Canadian energy trusts pare payouts
The trickle is turning into a torrent as Canada’s energy income trusts buckle under a two-pronged slump in commodity prices and uncertainty in the capital markets.
In two days four oil and gas producers announced drastic cuts to their monthly cash distributions and a majority is expected to follow suit.
They were joined by Precision Drilling Trust, Canada’s largest service company and a barometer on the industry as a whole.
In chopping 39 percent off its payout it blamed a “persistent decline in natural gas and oil price trends,” adding that “we only do as well as our customers.”
Of those “customers,” the slashing was deep: Enterra Energy Trust, which produces 13,000 barrels of oil equivalent per day in Alberta, British Columbia and Oklahoma, made a 50 percent cut; Shiningbank Energy Income Fund cut by 36 percent; Progress Energy Trust 29 percent and Advantage Energy Income Fund 17 percent.
The betting is that Fairborne Energy Trust, Pengrowth Energy Trust, PrimeWest Energy Trust, Provident Energy Trust, Thunder Energy Trust and Trilogy Energy Trust won’t be far behind.
For Shiningbank, which has already opted out of a C$496 million takeover of Rider Resources because of the federal tax ruling, it was the third cut in the past year.
That lends weight to the view of analysts who say trusts were in trouble long before they faced a change in their tax status.

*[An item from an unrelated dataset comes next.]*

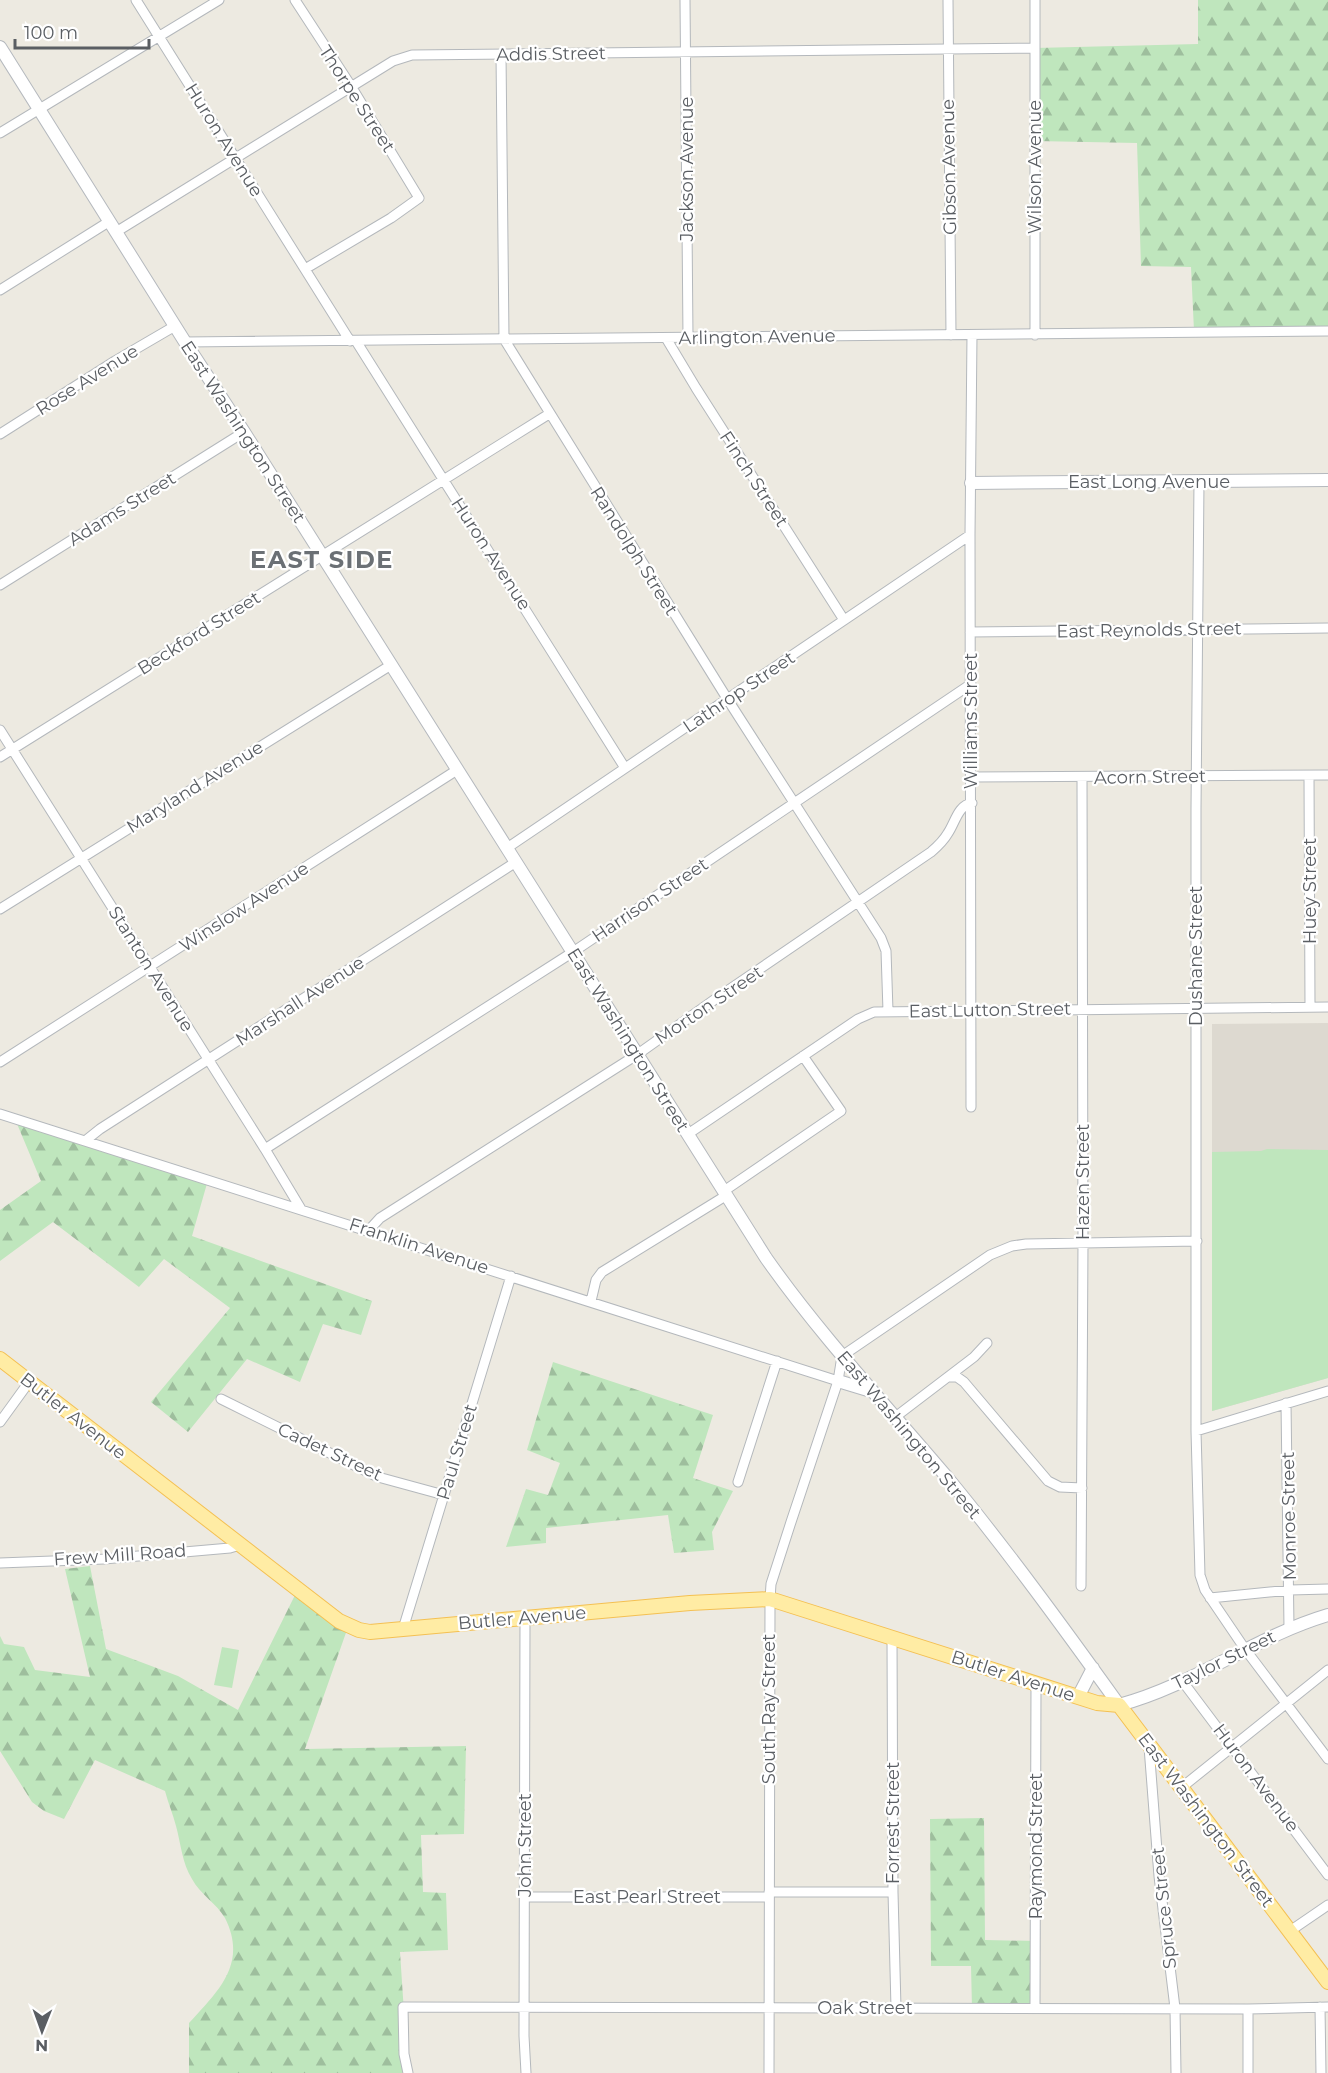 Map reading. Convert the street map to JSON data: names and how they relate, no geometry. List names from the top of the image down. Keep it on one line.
{"streets":{"main road":["East Washington Street","East Long Avenue","Butler Avenue","Taylor Street"],"street":["Addis Street","Thorpe Street","Huron Avenue","Gibson Avenue","Wilson Avenue","Jackson Avenue","Arlington Avenue","Rose Avenue","Finch Street","Adams Street","Randolph Street","East Reynolds Street","Beckford Street","Lathrop Street","Williams Street","Acorn Street","Maryland Avenue","Huey Street","Harrison Street","Winslow Avenue","Dushane Street","Stanton Avenue","Marshall Avenue","Morton Street","East Lutton Street","Hazen Street","Franklin Avenue","Cadet Street","Paul Street","Monroe Street","Frew Mill Road","South Ray Street","Forrest Street","John Street","Raymond Street","East Pearl Street","Spruce Street","Oak Street"]},"crossings":[["Addis Street","Thorpe Street"],["Addis Street","Huron Avenue"],["Addis Street","Gibson Avenue"],["Addis Street","Wilson Avenue"],["Addis Street","Jackson Avenue"],["Addis Street","East Washington Street"],["Thorpe Street","Huron Avenue"],["Huron Avenue","Arlington Avenue"],["Huron Avenue","Beckford Street"],["Huron Avenue","Lathrop Street"],["Huron Avenue","Taylor Street"],["Gibson Avenue","Arlington Avenue"],["Wilson Avenue","Arlington Avenue"],["Jackson Avenue","Arlington Avenue"],["Arlington Avenue","East Washington Street"],["Arlington Avenue","Finch Street"],["Arlington Avenue","Randolph Street"],["Arlington Avenue","Williams Street"],["Rose Avenue","East Washington Street"],["East Washington Street","Adams Street"],["East Washington Street","Beckford Street"],["East Washington Street","Lathrop Street"],["East Washington Street","Maryland Avenue"],["East Washington Street","Harrison Street"],["East Washington Street","Winslow Avenue"],["East Washington Street","Marshall Avenue"],["East Washington Street","Morton Street"],["East Washington Street","East Lutton Street"],["East Washington Street","Butler Avenue"],["East Washington Street","Taylor Street"],["East Washington Street","South Ray Street"],["East Washington Street","Spruce Street"],["Finch Street","Lathrop Street"],["East Long Avenue","Williams Street"],["East Long Avenue","Dushane Street"],["Randolph Street","Beckford Street"],["Randolph Street","Lathrop Street"],["Randolph Street","Harrison Street"],["Randolph Street","Morton Street"],["Randolph Street","East Lutton Street"],["East Reynolds Street","Williams Street"],["East Reynolds Street","Dushane Street"],["Beckford Street","Stanton Avenue"],["Lathrop Street","Williams Street"],["Williams Street","Acorn Street"],["Williams Street","Harrison Street"],["Williams Street","Morton Street"],["Williams Street","East Lutton Street"],["Acorn Street","Huey Street"],["Acorn Street","Dushane Street"],["Acorn Street","Hazen Street"],["Maryland Avenue","Stanton Avenue"],["Huey Street","East Lutton Street"],["Harrison Street","Stanton Avenue"],["Winslow Avenue","Stanton Avenue"],["Dushane Street","East Lutton Street"],["Dushane Street","Taylor Street"],["Stanton Avenue","Marshall Avenue"],["Stanton Avenue","Franklin Avenue"],["Marshall Avenue","Franklin Avenue"],["Morton Street","Franklin Avenue"],["East Lutton Street","Hazen Street"],["Franklin Avenue","Paul Street"],["Franklin Avenue","South Ray Street"],["Butler Avenue","Paul Street"],["Butler Avenue","Frew Mill Road"],["Butler Avenue","Taylor Street"],["Butler Avenue","South Ray Street"],["Butler Avenue","Forrest Street"],["Butler Avenue","John Street"],["Butler Avenue","Raymond Street"],["Cadet Street","Paul Street"],["Monroe Street","Taylor Street"],["South Ray Street","East Pearl Street"],["South Ray Street","Oak Street"],["Forrest Street","East Pearl Street"],["Forrest Street","Oak Street"],["John Street","East Pearl Street"],["John Street","Oak Street"],["Raymond Street","Oak Street"],["Spruce Street","Oak Street"]],"districts":["EAST SIDE"],"scale_bar":"100 m","north":"bottom"}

Now Shiningbank’s payout is estimated at 63 percent of its cash flow, compared with the trust sector’s average 69 percent, which itself is a long cry from the early days when trusts were counted on to distribute upwards of 90 percent. Those making cuts all insist they need to keep more cash to improve their “financial flexibility” and their ability to take advantage of any opportunities that arise at such a volatile time.
The opportunities are forecast to include a lively round of consolidation as weakened trusts look for mergers or get taken out.